En estos tres eventos la Fiscalía General de la Nación ha debido prever mecanismos para garantizar que las personas en las condiciones antedichas, fueran las últimas en ser desvinculadas, porque si bien una cualquiera de las situaciones descritas no otorga un derecho indefinido a permanecer en un empleo de carrera, toda vez que prevalecen los derechos de quienes ganan el concurso público de méritos.
Como el ente fiscal no previó dispositivo alguno para no lesionar los derechos de ese grupo de personas, estando obligado a hacerlo, en los términos del artículo 13 de la Constitución, esta Corte le ordenará a la entidad que dichas personas, de ser posible, sean nuevamente vinculadas en forma provisional en cargos vacantes de la misma jerarquía de los que venían ocupando”.
Además de lo señalado el retiro de los empleados provisionales procede siempre y cuando se motive. La jurisprudencia de la Corte Constitucional ha sostenido que el empleado provisional debe conocer las razones por las cuales se le desvincula, para efectos de que ejerzan su derecho de contradicción.
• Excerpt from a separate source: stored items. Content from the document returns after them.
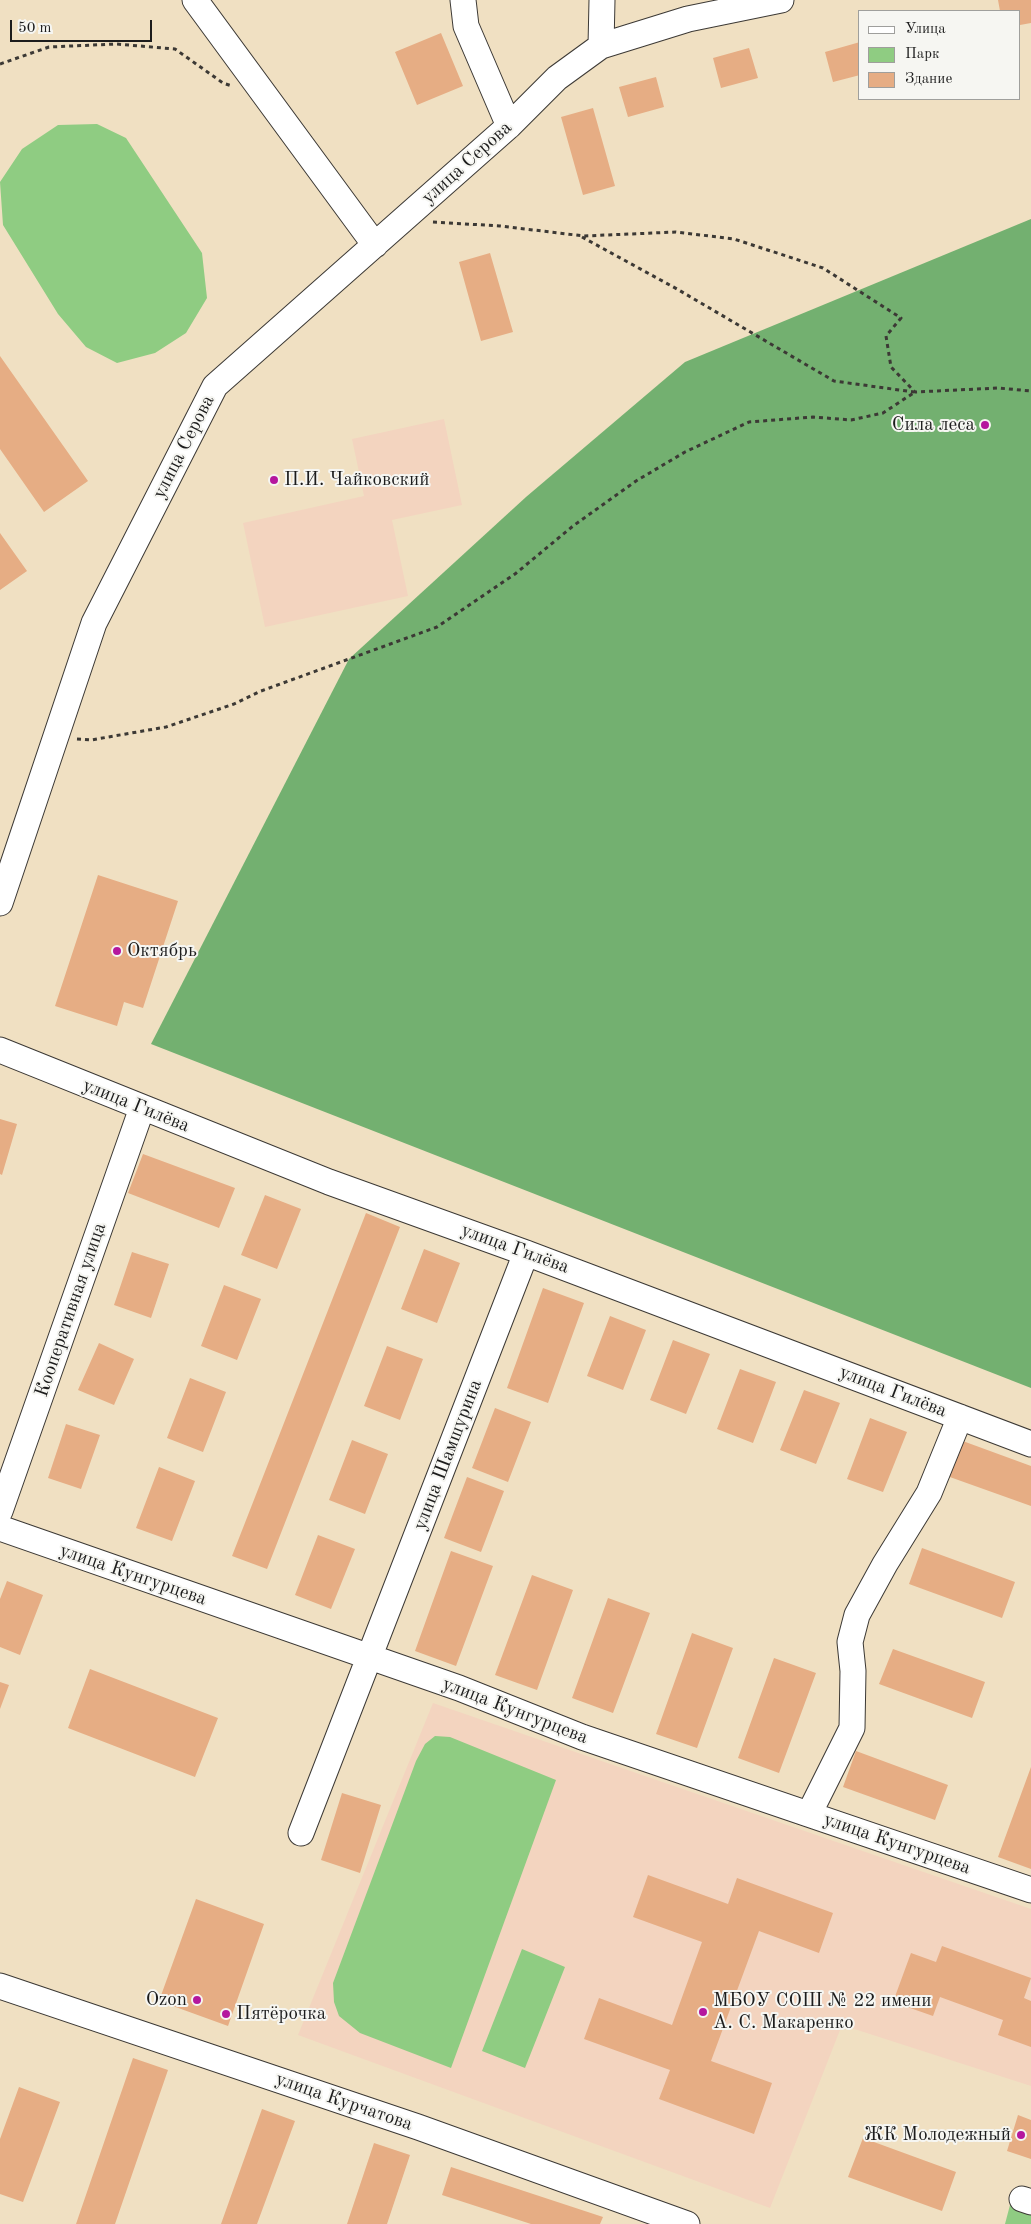 <!DOCTYPE html>
<html>
<head>
<meta charset="utf-8">
<style>
  body { margin:0 }
  #map { position:relative; width:1031px; height:2224px; overflow:hidden; background:#f0e0c2; font-family:"Old Standard TT",serif }
  canvas { display:block }
  .legend { position:absolute; left:858px; top:10px; width:162px; height:90px; box-sizing:border-box; background:#f6f6f2; border:1px solid #9f9f9c; margin:0; padding:6px 9px; list-style:none; font-size:15px; color:#1c1c1c }
  .legend li { display:flex; align-items:center; gap:10px; height:25px }
  .legend b { width:25px; border:1px solid #9f9f9c }
  .scale { position:absolute; left:10px; top:20px; width:142px; height:22px; box-sizing:border-box; border:2px solid #1c1c1c; border-top:0; padding-left:6px; font-size:15px; line-height:18px; white-space:nowrap; color:#1c1c1c; -webkit-text-stroke:4px #f6f6f2; paint-order:stroke }
</style>
</head>
<body>
<div id="map">
<canvas width="1031" height="2224"></canvas>
<ul class="legend">
<li><b style="height:6px;background:#fff"></b>Улица</li>
<li><b style="height:14px;background:#8fcc82"></b>Парк</li>
<li><b style="height:14px;background:#e6ad84"></b>Здание</li>
</ul>
<div class="scale">50 m</div>
</div>
<script>
const g = document.querySelector('canvas').getContext('2d');
g.lineJoin = 'round';
function fillPath(path, color) { g.fillStyle = color; g.fill(path, 'evenodd'); }
const poly = rows => new Path2D(rows.map(r => 'M' + r).join(''));
function strokePath(path, color, width, dash) { g.strokeStyle = color; g.lineWidth = width; g.lineCap = dash ? 'butt' : 'round'; g.setLineDash(dash || []); g.stroke(path); }
function label(font, color, halo, rows, align = 'center') {
  g.font = font + ' "Old Standard TT",serif'; g.lineWidth = 4; g.setLineDash([]); g.textBaseline = 'middle'; g.strokeStyle = halo; g.fillStyle = color; for (const [text, x, y, turn = 0] of rows) {
    g.save(); g.translate(x, y); g.rotate((+turn || 0) * Math.PI / 180); g.textAlign = isNaN(turn) ? turn : align; if (halo) g.strokeText(text, 0, 0); g.fillText(text, 0, 0); g.restore();
  }
}
fillPath(poly([
  [444,419,462,505,392,520,408,596,265,627,243,523,364,496,352,439],
  [433,1703,1031,1909,1031,2086,842,2025,770,2208,298,2035]
]), '#f3d4bf');
fillPath(poly([
  [97,124,126,138,202,253,207,298,186,333,155,353,117,363,86,347,58,314,3,225,0,182,22,149,58,125],
  [435,1736,450,1737,556,1780,451,2068,360,2033,339,2016,334,2002,333,1983,416,1761,425,1744],
  [522,1949,565,1967,525,2068,482,2051],
  [1010,2205,1031,2212,1031,2224,1005,2224]
]), '#8fcc82');
fillPath(poly([
  [1031,219,1031,1388,151,1044,349,659,526,497,685,362]
]), '#73b070');
fillPath(poly([
  [998,0,1031,0,1031,23,1020,25,1020,11,1000,11],
  [441,33,463,86,417,105,395,52],
  [860,42,860,75,833,82,825,52],
  [749,48,758,78,721,88,713,58],
  [656,77,664,107,628,117,619,87],
  [593,108,615,186,583,195,561,117],
  [490,253,513,332,481,341,459,262],
  [0,356,88,481,44,512,0,449],
  [0,533,27,571,0,590],
  [98,875,178,901,143,1008,124,1002,117,1026,55,1006],
  [0,1119,17,1124,2,1175,0,1174],
  [143,1154,235,1188,219,1228,128,1193],
  [265,1195,301,1209,277,1269,241,1255],
  [366,1213,400,1227,267,1569,232,1556],
  [424,1249,460,1263,437,1323,401,1309],
  [132,1252,169,1264,151,1318,114,1305],
  [224,1285,261,1299,237,1360,201,1346],
  [543,1288,584,1303,548,1403,507,1388],
  [610,1316,646,1330,623,1390,587,1376],
  [673,1340,710,1354,686,1414,650,1400],
  [99,1343,134,1359,114,1405,78,1390],
  [387,1346,423,1359,400,1420,364,1406],
  [740,1369,776,1382,753,1443,717,1429],
  [190,1378,226,1392,203,1452,167,1438],
  [804,1390,840,1403,816,1464,780,1450],
  [495,1408,531,1422,508,1482,472,1468],
  [870,1418,907,1432,883,1492,847,1479],
  [66,1424,100,1435,81,1489,48,1478],
  [352,1440,388,1454,365,1514,329,1500],
  [960,1440,1031,1466,1031,1506,947,1476],
  [159,1467,195,1481,172,1541,136,1528],
  [467,1477,504,1491,481,1552,444,1538],
  [318,1535,355,1549,331,1609,295,1595],
  [922,1548,1015,1582,1002,1618,909,1584],
  [451,1551,493,1566,456,1666,415,1651],
  [532,1575,573,1590,537,1690,495,1675],
  [7,1581,43,1595,20,1655,0,1647,0,1599],
  [608,1598,650,1613,613,1713,572,1698],
  [692,1633,733,1648,697,1748,656,1734],
  [893,1649,985,1682,972,1718,879,1684],
  [774,1658,816,1673,779,1773,738,1758],
  [90,1669,218,1718,195,1777,68,1728],
  [0,1682,9,1685,0,1709],
  [856,1751,948,1785,935,1820,843,1787],
  [1031,1767,1031,1869,998,1857],
  [342,1793,381,1805,360,1873,321,1860],
  [648,1875,728,1904,737,1878,833,1913,819,1953,759,1931,711,2061,772,2083,754,2134,659,2099,670,2070,584,2039,599,1998,672,2025,702,1942,633,1917],
  [196,1899,264,1924,228,2026,159,2001],
  [942,1946,1031,1978,1024,1998,1031,2001,1031,2047,998,2035,1003,2020,940,1997,933,2016,893,2002,911,1953,936,1962],
  [133,2058,168,2070,115,2224,76,2224],
  [19,2087,60,2102,23,2202,0,2194,0,2139],
  [262,2109,295,2121,257,2224,221,2224],
  [1018,2115,1031,2120,1031,2159,1007,2151],
  [863,2138,956,2172,942,2211,848,2177],
  [374,2143,410,2155,387,2224,347,2224],
  [451,2167,603,2217,600,2224,531,2224,442,2195]
]), '#e6ad84');
const minor = poly([
  [195,0,375,245],
  [463,0,466,26,509,126],
  [601,46,602,0],
  [0,903,94,623,215,386,509,126,557,78,601,46,688,19,781,0],
  [0,1050,329,1182,526,1253,1031,1444],
  [0,1511,142,1108],
  [0,1528,459,1688,582,1737,1031,1890],
  [809,1814,852,1728,853,1671,850,1642,857,1615,885,1564,929,1493,960,1417],
  [301,1833,526,1253],
  [0,1986,418,2127,687,2224],
  [1022,2199,1031,2202]
]);
strokePath(minor, '#3c3935', 27);
strokePath(poly([
  [0,64,49,47,116,44,175,49,223,83,232,86],
  [433,222,500,226,584,236,676,232,734,239,823,268,901,318,886,336,891,367,915,392,998,388,1031,391],
  [582,237,677,289,834,381,914,392],
  [77,739,91,740,166,727,234,704,261,691,437,627,515,574,573,526,636,481,685,452,749,422,813,417,851,420,883,413,915,392]
]), '#3c3935', 3, [4, 4]);
strokePath(minor, '#fff', 25);
for (const [x, y, r, color] of [
  [985,425,5,"#b5179e"],
  [274,480,5,"#b5179e"],
  [117,951,5,"#b5179e"],
  [197,2000,5,"#b5179e"],
  [703,2012,5,"#b5179e"],
  [226,2014,5,"#b5179e"],
  [1021,2135,5,"#b5179e"]
]) { const dot = new Path2D(); dot.arc(x, y, r, 0, 2 * Math.PI); g.fillStyle = color; g.fill(dot); strokePath(dot, '#f6f6f2', 2); }
label('19px', '#1c1c1c', '#f6f6f2', [
  ["улица Серова",467,163,-42],
  ["улица Серова",184,447,-63],
  ["улица Гилёва",136,1106,22],
  ["улица Гилёва",515,1249,20],
  ["Кооперативная улица",71,1310,-71],
  ["улица Гилёва",893,1392,21],
  ["улица Шамшурина",448,1455,-69],
  ["улица Кунгурцева",133,1575,19],
  ["улица Кунгурцева",515,1711,21],
  ["улица Кунгурцева",897,1844,19],
  ["улица Курчатова",344,2102,19]
]);
label('19px', '#1c1c1c', '#f6f6f2', [
  ["Сила леса",975,425,"right"],
  ["П.И. Чайковский",284,480],
  ["Октябрь",127,951],
  ["Ozon",187,2000,"right"],
  ["МБОУ СОШ № 22 имени",713,2001],
  ["А. С. Макаренко",713,2023],
  ["Пятёрочка",236,2014],
  ["ЖК Молодежный",1011,2135,"right"]
], 'left');
</script>
</body>
</html> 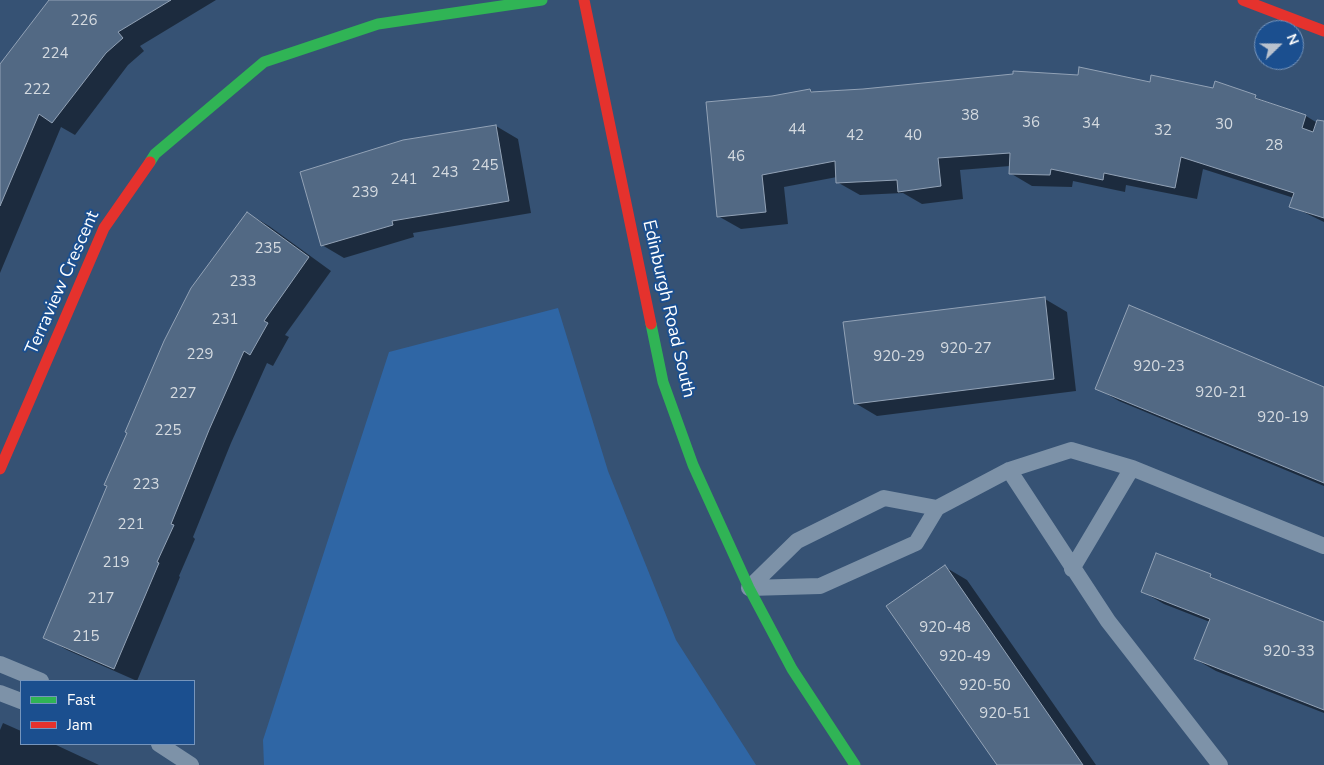 <!DOCTYPE html>
<style>
body{margin:0}
#map{position:relative;width:1324px;height:765px;overflow:hidden;background:#365274;font-family:"Nunito Sans",sans-serif}
canvas{display:block}
.legend{position:absolute;left:20px;top:680px;width:175px;height:65px;box-sizing:border-box;background:#1b4f8f;border:1px solid #7695bc;margin:0;padding:6px 9px;list-style:none;font-size:15px;color:#fff}
.legend li{display:flex;align-items:center;gap:10px;height:25px}
.legend b{width:25px;border:1px solid #7695bc}
.north{position:absolute;left:1254px;top:20px;width:50px;height:50px;box-sizing:border-box;background:#1b4f8f;border:1px solid #7695bc;border-radius:50%;rotate:68deg;font-size:14px;font-weight:700;line-height:20px;text-align:center;color:#fff}
.north::after{content:'';display:block;margin:auto;width:18px;height:22px;background:#b9c2ce;clip-path:polygon(50% 0,100% 100%,50% 72%,0 100%)}
</style>
<div id="map">
<canvas width="1324" height="765"></canvas>
<ul class="legend">
<li><b style="height:6px;background:#30b455"></b>Fast</li>
<li><b style="height:6px;background:#e5322d"></b>Jam</li>
</ul>
<div class="north">N</div>
</div>
<script>
const ctx = document.querySelector('canvas').getContext('2d');
ctx.lineJoin = 'round';
function fill(path, color) {
  ctx.fillStyle = color;
  ctx.fill(path, 'evenodd');
}
function shape(rows) {
  const path = new Path2D();
  for (const r of rows) {
    path.moveTo(r[0], r[1]);
    for (let i = 2; i < r.length; i += 2) path.lineTo(r[i], r[i + 1]);
  }
  return path;
}
function stroke(path, color, width, dash) {
  ctx.strokeStyle = color;
  ctx.lineWidth = width;
  ctx.lineCap = dash ? 'butt' : 'round';
  ctx.setLineDash(dash || []);
  ctx.stroke(path);
}
function label(font, color, halo, rows, align = 'center') {
  ctx.font = font + ' "Nunito Sans",sans-serif';
  ctx.lineWidth = 4;
  ctx.setLineDash([]);
  ctx.textBaseline = 'middle';
  ctx.strokeStyle = halo;
  ctx.fillStyle = color;
  for (const [text, x, y, turn = 0] of rows) {
    ctx.save();
    ctx.translate(x, y);
    ctx.rotate((+turn || 0) * Math.PI / 180);
    ctx.textAlign = isNaN(turn) ? turn : align;
    if (halo) ctx.strokeText(text, 0, 0);
    ctx.fillText(text, 0, 0);
    ctx.restore();
  }
}
const green = shape([
 [558,308,608,471,676,640,756,765,264,765,263,740,389,352]
]);
const shadow = shape([
 [51,0,216,0,140,46,144,51,128,65,75,135,61,127,0,273,0,66],
 [1151,83,1214,89,1216,83,1306,116,1324,127,1324,222,1291,206,1294,198,1203,169,1197,199,1126,185,1125,192,1073,181,1072,187,1032,186,1010,173,1010,166,960,170,963,199,922,204,903,193,860,195,837,182,837,177,784,187,788,224,741,229,718,216,772,97,810,90,815,93],
 [496,126,518,139,531,213,413,233,414,237,344,258,322,245,404,141],
 [247,213,269,226,331,271,285,335,289,337,273,366,267,363,231,443,193,537,195,539,179,576,180,577,137,681,67,650,45,637],
 [1045,299,1067,312,1076,391,877,416,855,403],
 [1096,388,1324,389,1324,486,1119,401],
 [945,567,967,580,1096,765,998,765],
 [1210,576,1227,585,1324,623,1324,713,1216,671,1195,659,1210,622,1164,604,1143,592],
 [3,723,21,731,21,744,54,744,99,765,0,765,0,730]
]);
const building = shape([
 [49,0,171,0,118,32,123,38,106,53,52,123,39,114,0,206,0,64,49,0],
 [1079,67,1150,82,1151,75,1213,88,1215,81,1256,95,1255,98,1306,115,1302,128,1313,132,1317,120,1324,121,1324,218,1289,207,1294,193,1181,157,1175,188,1104,173,1103,180,1051,169,1050,175,1009,174,1010,153,938,158,941,186,898,192,897,180,836,183,835,161,762,175,766,212,717,217,706,102,772,96,810,89,811,92,863,89,1013,74,1013,71,1078,75,1079,67],
 [496,125,509,201,392,221,393,225,321,246,300,172,403,140,496,125],
 [247,212,309,257,264,321,268,323,250,355,244,351,209,430,171,524,174,525,157,562,159,563,114,669,43,638,107,486,104,485,127,433,125,432,164,341,191,288,247,212],
 [1045,297,1054,379,854,404,843,322,1045,297],
 [1129,305,1324,387,1324,483,1095,389,1129,305],
 [1156,553,1211,574,1210,577,1324,622,1324,710,1194,659,1210,619,1141,592,1156,553],
 [945,565,1064,737,1083,765,997,765,886,606,945,565]
]);
const lane = shape([
 [1009,470,1108,621,1220,765],
 [1072,569,1132,468],
 [749,588,820,586,916,543,937,508,1009,470,1071,450,1132,468,1324,546],
 [749,588,797,541,884,498,937,508],
 [0,664,41,681],
 [0,693,21,701],
 [159,744,191,765]
]);
const fast = shape([
 [150,162,155,154,264,62,378,24,542,0],
 [651,324,663,382,693,465,749,588,792,669,855,765]
]);
const jam = shape([
 [584,0,651,324],
 [1243,0,1324,31],
 [0,469,104,228,150,162]
]);
const numberNames = [
 ["226",84,21],
 ["224",55,54],
 ["222",37,90],
 ["38",970,116],
 ["36",1031,123],
 ["34",1091,124],
 ["30",1224,125],
 ["44",797,130],
 ["32",1163,131],
 ["42",855,136],
 ["40",913,136],
 ["28",1274,146],
 ["46",736,157],
 ["245",485,166],
 ["243",445,173],
 ["241",404,180],
 ["239",365,193],
 ["235",268,249],
 ["233",243,282],
 ["231",225,320],
 ["920-27",966,349],
 ["229",200,355],
 ["920-29",899,357],
 ["920-23",1159,367],
 ["920-21",1221,393],
 ["227",183,394],
 ["920-19",1283,418],
 ["225",168,431],
 ["223",146,485],
 ["221",131,525],
 ["219",116,563],
 ["217",101,599],
 ["920-48",945,628],
 ["215",86,637],
 ["920-33",1289,652],
 ["920-49",965,657],
 ["920-50",985,686],
 ["920-51",1005,714]
];
const streetNames = [
 ["Terraview Crescent",63,283,-66],
 ["Edinburgh Road South",668,309,77]
];
fill(green, '#2f66a5');
fill(shadow, '#0007');
fill(building, '#526984');
stroke(building, '#92a2b6', 1);
stroke(lane, '#7d92a8', 16);
stroke(fast, '#30b455', 11);
stroke(jam, '#e5322d', 11);
label('15px', '#d4dae0', null, numberNames);
label('18px', '#fff', '#1b4f8f', streetNames);
</script>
La sentencia SU-917 de 2010, sobre el retiro de los empleados vinculados en provisionalidad, expresa: “En cuanto al retiro de servidores vinculados en provisionalidad, la Corte Constitucional ha abordado en numerosas oportunidades el tema para señalar el inexcusable deber de motivación de dichos actos.
Así lo ha señalado desde hace más de una década de manera uniforme y reiterada en los numerosos fallos en los que ha examinado esta problemática, a tal punto que a la fecha se registra casi un centenar de sentencias en la misma dirección, aunque con algunas variables respecto de las medidas de protección adoptadas. […] En síntesis, la Corte concluye que respecto del acto de retiro de un servidor público que ejerce un cargo en provisionalidad no puede predicarse estabilidad laboral propia de los derechos de carrera, pero en todo caso el nominador continúa con la obligación de motivarlo, al tiempo que el administrado conserva incólume el derecho a saber de manera puntual cuáles fueron las razones que motivaron esa decisión. […] En este orden de ideas, sólo es constitucionalmente admisible una motivación donde la insubsistencia invoque argumentos puntuales como la provisión definitiva del cargo por haberse realizado el concurso de méritos respectivo, la imposición de sanciones disciplinarias, la calificación insatisfactoria u otra razón específica atinente al servicio que está prestando y debería prestar el funcionario concreto.” En conclusión, los servidores públicos que ocupan en provisionalidad un cargo de carrera gozan de una estabilidad laboral relativa, lo que implica que únicamente pueden ser removidos por causas legales que obran como razones objetivas que deben expresarse claramente en el acto de desvinculación, dentro de las que se encuentra la provisión del cargo que ocupaban, con una persona de la lista de elegibles conformada previo concurso de méritos.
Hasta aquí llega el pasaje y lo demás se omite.